Diatasi dengan mengobati penyebabnya dan mengganti zat besi secara farmakologis selama satu tahun.

Laki-laki membutuhkan 10 mg/hari, wanita yang menstruasi 15 mg/hari dan postmenaupouse membutuhkan 10

mg/hari.

c. Anemia megaloblastik

Untuk anemia megaloblastik yang disebabkan karena defisiensi vitamin B12 (anemia pernisiosa) dan

defisiensi asam folat diobati dengan pemberian vitamin B12 dan asam folat oral 1 mg/hari.

d. Anemia sel sabit

Pengobatannya mencakup pemberian antibiotik dan hidrasi dengan cepat dan dengan dosis yang besar.

Pemberian tambahan asam folat setiap hari diperlukan untuk mengisi kekurangan asam folat yang disebabkan

karena adanya hemolisis kronik. Transfusi hanya diperlukan selama terjadi krisis aplastik atau hemolitik.

Pendidikan dan bimbingan yang terus-menerus termasuk bimbingan genetik, penting dilakukan untuk

pencegahan dan pengobatan anemia sel sabit.

9. Komplikasi

Ada tiga komplikasi yang umum terjadi pada anemia yaitu gagal jantung, kejang dan parestesia (perasaan

yang menyimpang seperti rasa terbakar dan kesemutan).

B.Asuhan Keperawatan

Proses keperawatan adalah suatu pendekatan holistik problem solving yang memerlukan ilmu, teknik dan

keterampilan interpersonal dan ditujukan untuk memenuhi kebutuhan klien dan keluarga (Iyer et. Al., 1996).

Proses keperawatan terdiri dari lima tahap yang saling berhubungan yang terdiri dari pengkajian, perumusan

diagnosa keperawatan, perencanaan, pelaksanaan dan evaluasi.

1. Pengkajian
Pengkajian adalah tahap awal dari proses keperawatan dan merupakan proses yang sistematik dalam

pengumpulan data dari berbagai sumber data untuk mengevaluasi dan mengidentifikasi status klien (Iyer et. al.,

1996). Proses pengkajian meliputi tiga komponen tahap pengkajian yaitu:

a. Pengumpulan data

Pengumpulan data adalah mengumpulkan informasi yang sistimatis tentang klien termasuk kelemahan dan

kekuatan klien. Data dikumpulkan dari klien, keluarga, orang terdekat, grafik dan rekam medik. Metode

pengumpulan data yang utama adalah observasi, wawancara dan pemeriksaan fisik.

b. Validasi data
c. Identifikasi pola atau divisi
Data yang terkumpul membentuk data dasar klien. Data dasar
selanjutnya akan digunakan untuk perbandingan nilai-nilai klien dan
standar untuk memastikan keefektifan pengobatan, asuhan keperawatan
dan pencapaian kriteria hasil.
Data dasar adalah data yang berisikan tentang:
a. Identitas klien secara umum meliputi nama, alamat, usia, pekerjaan,
suku dan tingkat pendidikan.

b. Riwayat kesehatan pada waktu yang lampau baik yang ada hubungannya dengan kondisi sakit klien saat ini

(anemia) maupun mengenai penyakit lain yang pernah diderita oleh klien dan bagaimana cara penanganannya.

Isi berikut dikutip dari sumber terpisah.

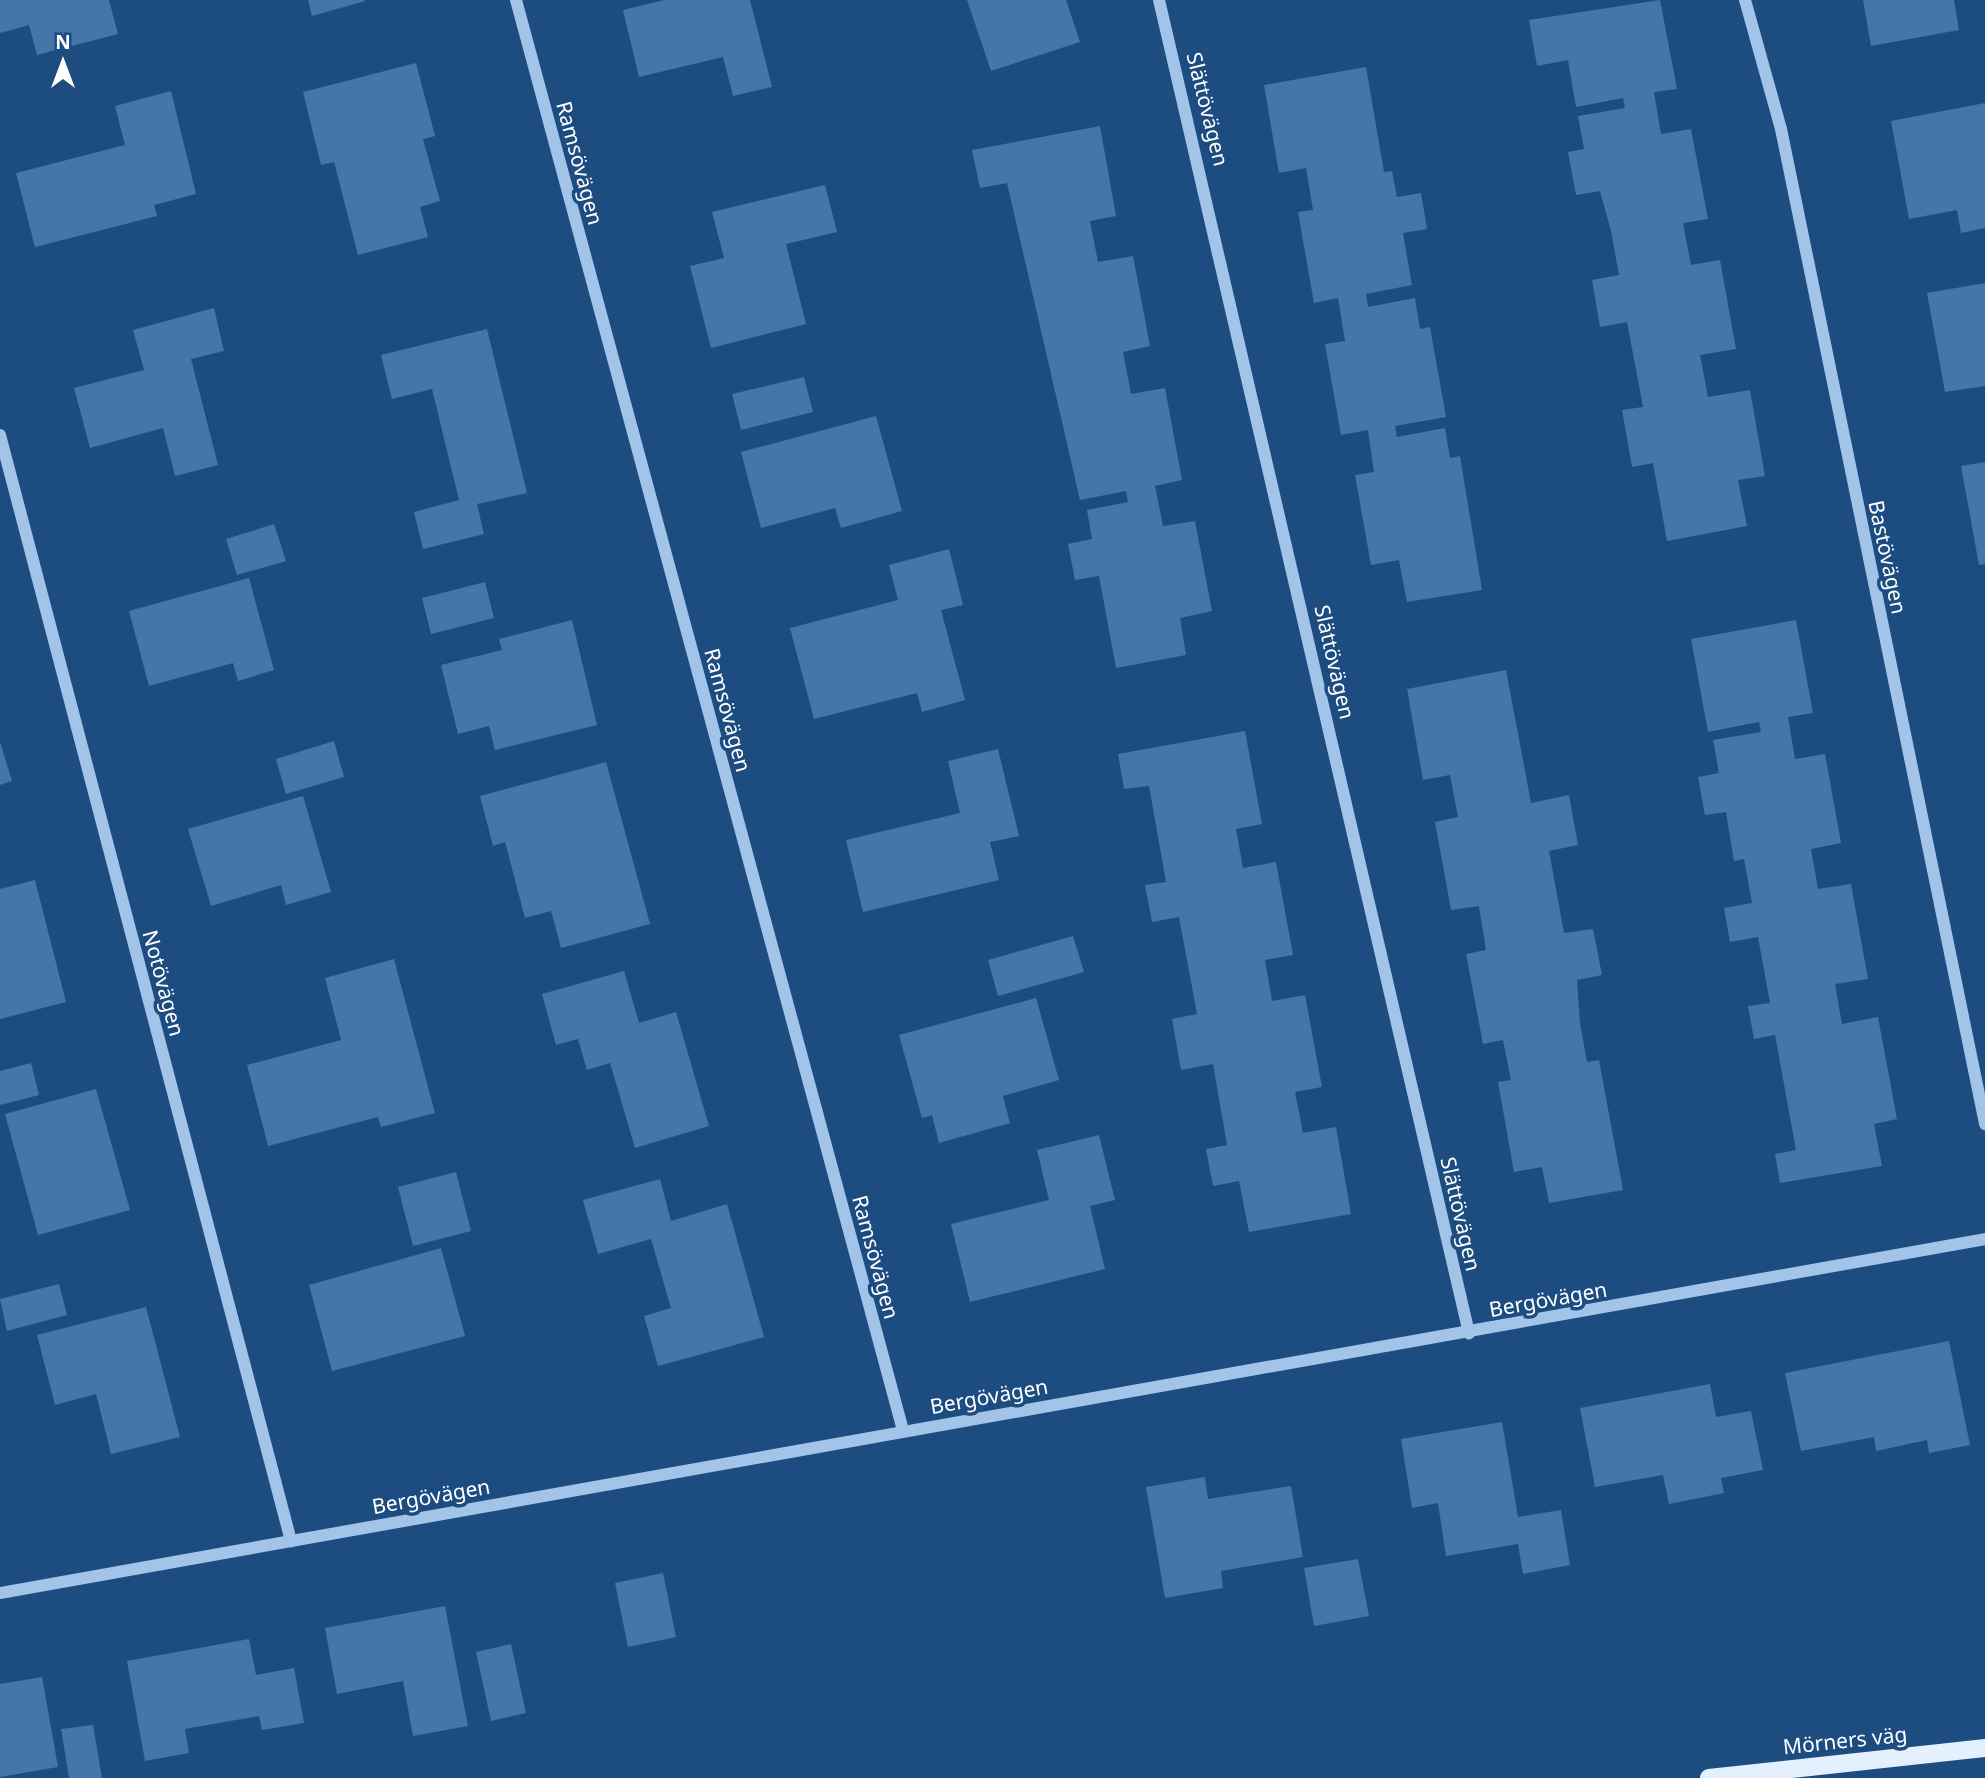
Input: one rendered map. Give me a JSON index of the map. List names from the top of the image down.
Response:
{
  "streets": {
    "main road": ["Mörners väg"],
    "street": [
      "Slättövägen",
      "Ramsövägen",
      "Bastövägen",
      "Notövägen",
      "Bergövägen"
    ]
  },
  "crossings": [
    ["Slättövägen", "Bergövägen"],
    ["Ramsövägen", "Bergövägen"],
    ["Notövägen", "Bergövägen"]
  ],
  "north": "top"
}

c. Riwayat kesehatan sekarang yang berisikan tentang alasan apa yang


menyebabkan klien harus mendapat perawatan di rumah sakit.

d. Aspek psikologis, sosial dan spiritual klien berhubungan dengan keadaan sakitnya seperti tingkat kecemasan dan

pandangan klien secara spiritual tentang penerimaan terhadap kondisinya.

e. Kebiasaan sehari-hari yang berisikan tentang kebiasaan klien dalam hal nutrisi, eliminasi, istirahat/tidur, personal

hygiene serta aktivitas sehari-hari.

f. Hasil pemeriksaan fisik yang digambarkan secara sistematis dengan menggunakan metode inspeksi, palpasi,

perkusi dan auskultasi dari rambut sampai kaki.

Dasar data pengkajian klien anemia pada aktivitas dan istirahat ditemukan adanya takikardia/takipnea,

dispnea pada bekerja atau istirahat, kelemahan otot, penurunan kekuatan, postur lungkai, lesu, berjalan lambat

dan tanda-tanda lain yang menunjukkan keletihan. Pada sistem sirkulasi ditemukan adanya kulit pucat,

begitupula pada membran mukosa (konjungtiva, mulut, faring, bibir) dan dasar kuku, pengisian kapiler

melambat, hipotensi postural, rambut kering, kuku mudah patah. Pada sistem eliminasi ditemukan distensi
abdomen, ungkapan adanya hematemesis, melena, dan penurunan haluaran urine. Pada status nutrisi dan cairan

ditemukan adanya penurunan berat badan, anoreksia, mual, muntah. Pada sistem neurosensori ditemukan

ungkapan sakit kepala, pusing, ketidakmampuan berkonsentrasi, insomnia, kelemahan dan keseimbangan buruk.

Pada sistem pernapasan ditemukan napas pendek pada istirahat dan aktivitas, takipnea, dispnea.

Dalam hal keamanan juga dilakukan pengkajian dan ditemukan demam


rendah, menggigil dan berkeringat malam.
2. Diagnosa keperawatan

Diagnosa keperawatan adalah suatu pernyataan yang menjelaskan respon manusia yang berupa status

kesehatan atau risiko perubahan pola dari individu dimana perawat secara pasti untuk menjaga status kesehatan,

menurunkan membatasi dan mencegah morbiditas dan mortilitas (Carpenito, 2000)

Adapun diagnosa keperawatan yang mungkin timbul pada klien dengan anemia, menurut Marilynn E.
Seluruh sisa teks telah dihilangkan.